• **What to work on**:
Look through the entries below and show every line containing the word "Sankt".

[Records to process Boundary: Start]

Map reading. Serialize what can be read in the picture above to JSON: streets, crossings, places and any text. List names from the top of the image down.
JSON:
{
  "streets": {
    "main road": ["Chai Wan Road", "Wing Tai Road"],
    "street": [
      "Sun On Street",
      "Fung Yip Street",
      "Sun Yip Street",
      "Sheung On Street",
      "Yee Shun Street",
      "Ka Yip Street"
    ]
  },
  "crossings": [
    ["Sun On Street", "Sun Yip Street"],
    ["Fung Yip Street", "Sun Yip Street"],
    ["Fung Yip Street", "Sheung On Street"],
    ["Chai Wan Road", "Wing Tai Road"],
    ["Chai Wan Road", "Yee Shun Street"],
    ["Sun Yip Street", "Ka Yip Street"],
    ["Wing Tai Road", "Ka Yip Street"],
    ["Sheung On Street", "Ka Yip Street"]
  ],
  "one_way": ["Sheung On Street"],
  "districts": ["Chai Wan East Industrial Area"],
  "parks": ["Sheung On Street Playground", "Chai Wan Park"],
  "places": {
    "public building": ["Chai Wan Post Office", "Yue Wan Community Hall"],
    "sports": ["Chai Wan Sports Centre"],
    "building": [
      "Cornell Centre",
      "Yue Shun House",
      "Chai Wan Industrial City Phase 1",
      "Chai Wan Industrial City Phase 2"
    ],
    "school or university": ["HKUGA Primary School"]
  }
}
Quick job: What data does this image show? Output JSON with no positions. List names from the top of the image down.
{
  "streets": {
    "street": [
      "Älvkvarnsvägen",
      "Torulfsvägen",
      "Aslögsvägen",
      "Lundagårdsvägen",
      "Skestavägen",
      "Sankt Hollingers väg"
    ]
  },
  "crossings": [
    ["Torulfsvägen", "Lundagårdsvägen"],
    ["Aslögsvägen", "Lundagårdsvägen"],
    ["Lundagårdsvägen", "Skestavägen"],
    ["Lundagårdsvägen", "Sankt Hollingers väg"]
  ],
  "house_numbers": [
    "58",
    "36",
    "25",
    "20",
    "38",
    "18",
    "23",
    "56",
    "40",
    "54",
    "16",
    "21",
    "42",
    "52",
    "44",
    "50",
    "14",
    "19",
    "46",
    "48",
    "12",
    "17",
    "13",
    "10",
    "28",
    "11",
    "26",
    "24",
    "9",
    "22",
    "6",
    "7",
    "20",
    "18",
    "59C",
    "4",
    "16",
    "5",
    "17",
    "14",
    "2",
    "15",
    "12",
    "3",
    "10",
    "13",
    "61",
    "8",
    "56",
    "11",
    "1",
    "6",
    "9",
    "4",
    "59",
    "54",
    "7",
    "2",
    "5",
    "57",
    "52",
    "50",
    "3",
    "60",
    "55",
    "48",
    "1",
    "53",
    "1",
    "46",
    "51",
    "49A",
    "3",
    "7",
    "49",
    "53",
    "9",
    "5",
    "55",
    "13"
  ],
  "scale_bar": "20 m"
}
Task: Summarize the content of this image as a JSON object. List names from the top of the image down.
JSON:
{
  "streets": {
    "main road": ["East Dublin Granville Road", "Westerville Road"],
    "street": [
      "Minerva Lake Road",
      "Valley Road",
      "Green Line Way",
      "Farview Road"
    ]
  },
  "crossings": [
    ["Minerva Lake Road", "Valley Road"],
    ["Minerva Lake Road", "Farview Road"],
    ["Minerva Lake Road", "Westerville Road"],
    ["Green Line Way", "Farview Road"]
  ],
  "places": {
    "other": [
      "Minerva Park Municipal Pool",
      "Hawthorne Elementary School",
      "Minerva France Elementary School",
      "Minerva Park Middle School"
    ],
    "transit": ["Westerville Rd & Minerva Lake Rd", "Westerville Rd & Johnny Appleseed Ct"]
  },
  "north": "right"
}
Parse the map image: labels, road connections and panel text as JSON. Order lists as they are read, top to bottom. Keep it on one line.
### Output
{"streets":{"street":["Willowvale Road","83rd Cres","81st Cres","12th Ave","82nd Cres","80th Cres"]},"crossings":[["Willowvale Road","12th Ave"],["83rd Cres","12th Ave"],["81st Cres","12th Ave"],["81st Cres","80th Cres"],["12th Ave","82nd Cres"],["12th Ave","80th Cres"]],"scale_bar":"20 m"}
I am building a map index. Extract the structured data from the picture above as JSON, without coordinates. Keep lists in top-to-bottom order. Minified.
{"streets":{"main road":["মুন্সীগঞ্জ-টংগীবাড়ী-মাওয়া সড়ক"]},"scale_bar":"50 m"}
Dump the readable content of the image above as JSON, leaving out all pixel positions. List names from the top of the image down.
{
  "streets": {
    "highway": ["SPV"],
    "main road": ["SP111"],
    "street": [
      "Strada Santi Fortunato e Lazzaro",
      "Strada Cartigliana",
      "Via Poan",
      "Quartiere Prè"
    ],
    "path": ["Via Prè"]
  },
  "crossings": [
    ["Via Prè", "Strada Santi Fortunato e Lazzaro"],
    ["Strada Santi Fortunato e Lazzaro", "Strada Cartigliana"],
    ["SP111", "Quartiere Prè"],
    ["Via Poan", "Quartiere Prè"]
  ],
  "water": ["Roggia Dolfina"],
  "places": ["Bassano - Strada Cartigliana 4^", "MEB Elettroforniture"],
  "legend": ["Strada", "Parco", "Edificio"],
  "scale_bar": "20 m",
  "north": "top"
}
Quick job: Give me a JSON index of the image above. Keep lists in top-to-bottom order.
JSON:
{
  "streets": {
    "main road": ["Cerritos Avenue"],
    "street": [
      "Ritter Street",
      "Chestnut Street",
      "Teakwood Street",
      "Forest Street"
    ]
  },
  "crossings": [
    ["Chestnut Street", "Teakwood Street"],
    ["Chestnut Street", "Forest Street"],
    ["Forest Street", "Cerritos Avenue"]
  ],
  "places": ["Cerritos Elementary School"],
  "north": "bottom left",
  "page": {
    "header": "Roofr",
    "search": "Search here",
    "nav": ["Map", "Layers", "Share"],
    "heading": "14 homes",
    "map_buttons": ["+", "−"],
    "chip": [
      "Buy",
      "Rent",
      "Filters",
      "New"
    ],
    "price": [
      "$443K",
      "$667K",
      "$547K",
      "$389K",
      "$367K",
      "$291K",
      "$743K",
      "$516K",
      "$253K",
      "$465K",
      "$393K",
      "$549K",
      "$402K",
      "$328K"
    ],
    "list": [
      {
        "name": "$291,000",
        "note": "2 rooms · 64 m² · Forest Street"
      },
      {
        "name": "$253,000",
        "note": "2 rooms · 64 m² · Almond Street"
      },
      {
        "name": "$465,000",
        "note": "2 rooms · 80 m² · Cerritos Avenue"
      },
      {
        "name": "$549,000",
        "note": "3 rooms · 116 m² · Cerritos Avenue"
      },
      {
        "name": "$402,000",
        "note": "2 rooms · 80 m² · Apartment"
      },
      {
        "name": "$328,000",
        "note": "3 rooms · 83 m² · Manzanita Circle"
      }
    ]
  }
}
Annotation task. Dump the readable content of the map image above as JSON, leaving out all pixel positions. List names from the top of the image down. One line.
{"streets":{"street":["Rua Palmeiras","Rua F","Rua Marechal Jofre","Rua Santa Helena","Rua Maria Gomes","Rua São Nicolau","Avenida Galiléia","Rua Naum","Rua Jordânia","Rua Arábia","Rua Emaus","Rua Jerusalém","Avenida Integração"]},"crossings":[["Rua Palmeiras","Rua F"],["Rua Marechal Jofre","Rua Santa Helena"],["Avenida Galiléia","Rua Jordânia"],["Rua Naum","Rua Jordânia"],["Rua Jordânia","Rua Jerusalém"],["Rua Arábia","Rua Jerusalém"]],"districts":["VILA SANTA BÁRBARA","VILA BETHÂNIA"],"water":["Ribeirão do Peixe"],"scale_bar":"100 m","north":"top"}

[Records to process Boundary: End]

• **Completed exercise**:
      "Sankt Hollingers väg"
    ["Lundagårdsvägen", "Sankt Hollingers väg"]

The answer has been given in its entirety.